US-Präsident Donald Trump: In der Gemeinschaft der Trumpologen

Was will Donald Trump? Das weiß keiner genau. Aus vagen Indizien werden Thesen gestrickt. Das erinnert an die Kremlologie zu Sowjet-Zeiten. Eine Glosse.

Eine Glosse von Malte Lehming

Als die Sowjetunion noch existierte, blühte im Westen die Kremlologie, manchmal auch Kreml-Astrologie genannt. Denn die Sitzungen des Zentralkomitees der KPdSU im Moskauer Kreml waren streng geheim. Nichts drang nach draußen. Wie die Diskussionen verliefen, ob es Machtkämpfe innerhalb der kommunistischen Führung gab, und in welche ideologische Richtung die Politik ging, wusste außer den Beteiligten niemand. Also behalf man sich mit wilden  Spekulationen. Was etwa ließ sich ablesen aus der Reihenfolge, in der die Politbüromitglieder am 1. Mai auf der Tribüne des Lenin-Mausoleums dem Volk zuwinkten? Bei dem beliebten Rätselraten machten westliche Geheimdienstler ebenso mit wie Politiker, Wissenschaftler und Journalisten. Meistens lagen sie mit ihren Prognosen daneben.

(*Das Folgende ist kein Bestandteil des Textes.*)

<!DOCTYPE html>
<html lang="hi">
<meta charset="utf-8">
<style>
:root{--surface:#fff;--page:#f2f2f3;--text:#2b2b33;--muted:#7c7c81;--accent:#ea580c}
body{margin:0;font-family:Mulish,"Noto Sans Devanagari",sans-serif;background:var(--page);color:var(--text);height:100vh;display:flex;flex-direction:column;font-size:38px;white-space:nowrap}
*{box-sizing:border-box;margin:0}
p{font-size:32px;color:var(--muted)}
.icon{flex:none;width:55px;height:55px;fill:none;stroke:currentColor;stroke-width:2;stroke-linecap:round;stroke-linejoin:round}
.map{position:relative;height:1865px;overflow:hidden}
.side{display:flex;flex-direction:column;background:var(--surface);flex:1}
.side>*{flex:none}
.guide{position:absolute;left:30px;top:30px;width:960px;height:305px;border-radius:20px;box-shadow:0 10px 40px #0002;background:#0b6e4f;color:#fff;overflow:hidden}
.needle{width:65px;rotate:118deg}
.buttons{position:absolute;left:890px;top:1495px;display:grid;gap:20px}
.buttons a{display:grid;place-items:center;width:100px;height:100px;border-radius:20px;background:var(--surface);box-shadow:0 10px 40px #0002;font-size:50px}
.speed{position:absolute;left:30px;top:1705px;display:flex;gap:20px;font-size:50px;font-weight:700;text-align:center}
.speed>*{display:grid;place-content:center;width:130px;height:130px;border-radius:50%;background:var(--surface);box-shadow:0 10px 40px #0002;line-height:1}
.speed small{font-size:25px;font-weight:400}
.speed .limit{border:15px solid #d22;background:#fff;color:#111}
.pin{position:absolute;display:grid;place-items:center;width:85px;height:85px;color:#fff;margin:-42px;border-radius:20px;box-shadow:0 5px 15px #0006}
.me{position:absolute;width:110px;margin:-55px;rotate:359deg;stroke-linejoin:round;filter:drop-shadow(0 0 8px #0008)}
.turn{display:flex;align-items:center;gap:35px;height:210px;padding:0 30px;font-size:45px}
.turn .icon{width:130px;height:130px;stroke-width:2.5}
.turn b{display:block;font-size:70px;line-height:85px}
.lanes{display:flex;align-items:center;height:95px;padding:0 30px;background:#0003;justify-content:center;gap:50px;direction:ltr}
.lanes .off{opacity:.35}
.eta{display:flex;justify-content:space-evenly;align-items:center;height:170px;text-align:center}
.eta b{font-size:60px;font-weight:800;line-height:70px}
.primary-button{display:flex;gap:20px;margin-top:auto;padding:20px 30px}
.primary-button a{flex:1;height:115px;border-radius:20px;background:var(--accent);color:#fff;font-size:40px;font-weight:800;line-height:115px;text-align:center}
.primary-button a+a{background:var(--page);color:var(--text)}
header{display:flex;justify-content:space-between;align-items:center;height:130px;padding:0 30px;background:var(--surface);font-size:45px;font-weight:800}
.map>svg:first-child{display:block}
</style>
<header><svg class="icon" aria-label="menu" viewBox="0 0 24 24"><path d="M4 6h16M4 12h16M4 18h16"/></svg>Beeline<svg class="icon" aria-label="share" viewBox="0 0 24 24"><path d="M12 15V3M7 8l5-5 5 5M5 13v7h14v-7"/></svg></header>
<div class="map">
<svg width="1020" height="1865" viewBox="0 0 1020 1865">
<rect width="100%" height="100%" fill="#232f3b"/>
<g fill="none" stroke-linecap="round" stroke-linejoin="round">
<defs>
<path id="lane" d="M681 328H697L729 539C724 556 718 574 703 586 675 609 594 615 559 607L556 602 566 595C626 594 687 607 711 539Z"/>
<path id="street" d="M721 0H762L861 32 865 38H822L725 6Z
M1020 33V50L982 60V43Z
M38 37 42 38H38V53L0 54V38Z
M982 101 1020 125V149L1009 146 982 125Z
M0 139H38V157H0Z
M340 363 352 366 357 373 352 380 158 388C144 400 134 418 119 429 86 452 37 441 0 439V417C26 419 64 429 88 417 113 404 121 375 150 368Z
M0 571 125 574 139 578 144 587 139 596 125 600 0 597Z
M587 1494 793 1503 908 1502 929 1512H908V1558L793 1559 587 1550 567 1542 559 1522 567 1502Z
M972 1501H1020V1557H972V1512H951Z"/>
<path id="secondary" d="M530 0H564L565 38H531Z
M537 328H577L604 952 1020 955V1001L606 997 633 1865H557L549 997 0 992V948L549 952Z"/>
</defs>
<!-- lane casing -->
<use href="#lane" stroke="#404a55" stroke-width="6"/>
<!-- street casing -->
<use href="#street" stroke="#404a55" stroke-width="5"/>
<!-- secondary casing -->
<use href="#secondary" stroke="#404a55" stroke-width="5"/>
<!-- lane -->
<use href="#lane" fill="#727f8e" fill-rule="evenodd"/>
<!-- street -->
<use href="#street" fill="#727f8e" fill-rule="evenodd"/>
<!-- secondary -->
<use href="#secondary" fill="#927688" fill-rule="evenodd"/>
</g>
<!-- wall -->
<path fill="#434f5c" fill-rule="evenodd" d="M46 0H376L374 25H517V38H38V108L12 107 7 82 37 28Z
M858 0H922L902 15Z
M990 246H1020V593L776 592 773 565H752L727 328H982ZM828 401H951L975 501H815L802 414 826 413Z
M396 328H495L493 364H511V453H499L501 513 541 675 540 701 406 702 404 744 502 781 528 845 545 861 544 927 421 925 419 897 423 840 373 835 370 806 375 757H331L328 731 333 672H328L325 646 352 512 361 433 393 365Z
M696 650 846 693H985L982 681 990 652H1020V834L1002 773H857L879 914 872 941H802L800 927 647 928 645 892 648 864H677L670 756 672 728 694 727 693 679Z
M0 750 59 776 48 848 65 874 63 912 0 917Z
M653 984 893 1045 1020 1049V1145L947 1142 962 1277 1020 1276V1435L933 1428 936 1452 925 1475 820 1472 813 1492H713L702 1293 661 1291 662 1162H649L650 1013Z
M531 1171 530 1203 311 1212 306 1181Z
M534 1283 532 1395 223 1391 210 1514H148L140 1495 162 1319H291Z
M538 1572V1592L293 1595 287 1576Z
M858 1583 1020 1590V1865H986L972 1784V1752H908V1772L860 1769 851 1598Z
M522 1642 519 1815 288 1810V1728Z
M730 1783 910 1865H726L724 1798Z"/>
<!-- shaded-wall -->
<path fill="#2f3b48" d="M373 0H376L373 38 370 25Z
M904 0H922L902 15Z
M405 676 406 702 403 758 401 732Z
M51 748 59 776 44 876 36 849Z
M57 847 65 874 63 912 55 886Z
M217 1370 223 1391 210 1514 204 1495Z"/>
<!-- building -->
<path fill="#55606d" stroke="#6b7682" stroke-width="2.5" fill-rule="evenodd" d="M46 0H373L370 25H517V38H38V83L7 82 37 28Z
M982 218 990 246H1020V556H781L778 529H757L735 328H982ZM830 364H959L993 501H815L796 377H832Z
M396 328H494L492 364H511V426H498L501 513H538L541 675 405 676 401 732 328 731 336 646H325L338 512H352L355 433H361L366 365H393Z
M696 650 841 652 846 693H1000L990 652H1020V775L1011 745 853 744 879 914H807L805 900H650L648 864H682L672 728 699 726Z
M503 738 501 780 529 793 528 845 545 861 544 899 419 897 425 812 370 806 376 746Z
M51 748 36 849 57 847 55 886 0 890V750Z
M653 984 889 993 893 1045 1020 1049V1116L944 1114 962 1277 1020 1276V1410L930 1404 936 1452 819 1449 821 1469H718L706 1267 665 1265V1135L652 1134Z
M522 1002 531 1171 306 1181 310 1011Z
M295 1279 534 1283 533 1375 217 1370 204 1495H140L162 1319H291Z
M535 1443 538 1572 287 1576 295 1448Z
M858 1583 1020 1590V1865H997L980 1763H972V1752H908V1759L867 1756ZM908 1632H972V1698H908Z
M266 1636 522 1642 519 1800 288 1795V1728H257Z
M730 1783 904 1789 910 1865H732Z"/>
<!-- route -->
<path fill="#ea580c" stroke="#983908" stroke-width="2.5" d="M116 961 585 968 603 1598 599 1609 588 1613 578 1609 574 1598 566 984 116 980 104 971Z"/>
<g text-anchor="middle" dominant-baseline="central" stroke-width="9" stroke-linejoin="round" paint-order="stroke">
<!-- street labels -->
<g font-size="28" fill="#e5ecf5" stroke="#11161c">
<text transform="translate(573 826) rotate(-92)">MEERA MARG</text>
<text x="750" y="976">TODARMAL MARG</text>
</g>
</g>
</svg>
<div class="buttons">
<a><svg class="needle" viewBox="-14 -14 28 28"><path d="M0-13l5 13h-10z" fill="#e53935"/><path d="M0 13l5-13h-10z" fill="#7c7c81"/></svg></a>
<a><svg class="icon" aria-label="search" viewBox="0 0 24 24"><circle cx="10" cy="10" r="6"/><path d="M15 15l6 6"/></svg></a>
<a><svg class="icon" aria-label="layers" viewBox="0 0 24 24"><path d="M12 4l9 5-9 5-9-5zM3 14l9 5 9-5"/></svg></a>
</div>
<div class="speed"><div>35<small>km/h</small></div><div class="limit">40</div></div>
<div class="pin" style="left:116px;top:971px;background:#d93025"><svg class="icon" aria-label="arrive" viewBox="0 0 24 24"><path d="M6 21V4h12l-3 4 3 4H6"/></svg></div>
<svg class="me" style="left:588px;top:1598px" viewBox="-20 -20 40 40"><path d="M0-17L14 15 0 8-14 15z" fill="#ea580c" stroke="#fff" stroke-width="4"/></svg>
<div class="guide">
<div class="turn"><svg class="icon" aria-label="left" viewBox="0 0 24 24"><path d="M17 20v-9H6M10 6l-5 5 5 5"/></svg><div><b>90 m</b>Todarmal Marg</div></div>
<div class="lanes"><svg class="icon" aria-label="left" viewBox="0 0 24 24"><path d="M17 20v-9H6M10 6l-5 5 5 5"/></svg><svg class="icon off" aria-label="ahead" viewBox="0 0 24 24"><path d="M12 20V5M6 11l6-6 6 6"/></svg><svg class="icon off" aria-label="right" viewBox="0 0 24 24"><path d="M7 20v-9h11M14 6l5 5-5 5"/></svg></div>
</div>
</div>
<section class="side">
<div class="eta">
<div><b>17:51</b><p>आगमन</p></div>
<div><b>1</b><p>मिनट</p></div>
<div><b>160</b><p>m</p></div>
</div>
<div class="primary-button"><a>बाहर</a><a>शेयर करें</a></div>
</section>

Seit Donald Trump im Weißen Haus residiert, blüht die Trumpologie. Bloß dass diesmal alles transparent ist. Die Dekrete, die Twitterei, das Strippengeziehe, die Pressekonferenzen, abgehörte Telefonate: Kaum etwas bleibt der Öffentlichkeit verborgen. Fast täglich äußert sich der Präsident. Doch diesmal ist es just jene überwältigende Menge an Verlautbarungen, die das Gefühl eines politischen Mysteriums erzeugen, das es zu dekodieren gilt. Ist Trump für oder gegen Putin, für oder gegen die Nato, für oder gegen die Zweistaatenlösung in Nahost, für oder gegen einen ausgeglichenen Haushalt, für oder gegen die Europäische Union, für oder gegen den Handel mit China? Weil keiner aus ihm schlau wird, behaupten große Teile des Kommentariats, ganz allein aus ihm schlau geworden zu sein.

So ist das nun mal in der Mediengesellschaft mit ihren Leitartikeln, Analysen, Talkshows und Konferenzen. Wer will sich schon die Blöße geben, ratlos zu sein, vor dem Phänomen Trump zu stehen wie der sprichwörtliche Ochse vorm Berg? Auch der Autor dieser Zeilen bekennt sich schuldig, aus vagen Indizien und einzelnen Zitaten gelegentlich eine These abgeleitet zu haben. Hah, die „checks and balances“ werden ihn mäßigen! Oder so ähnlich. Aber vielleicht wollte Trump nur die Wahl gewinnen und will gar nicht Präsident sein. Vielleicht tritt er in drei Wochen zurück. Wirklich wissen kann das keiner.

Und damit zurück in die Gemeinschaft der Trumpologen.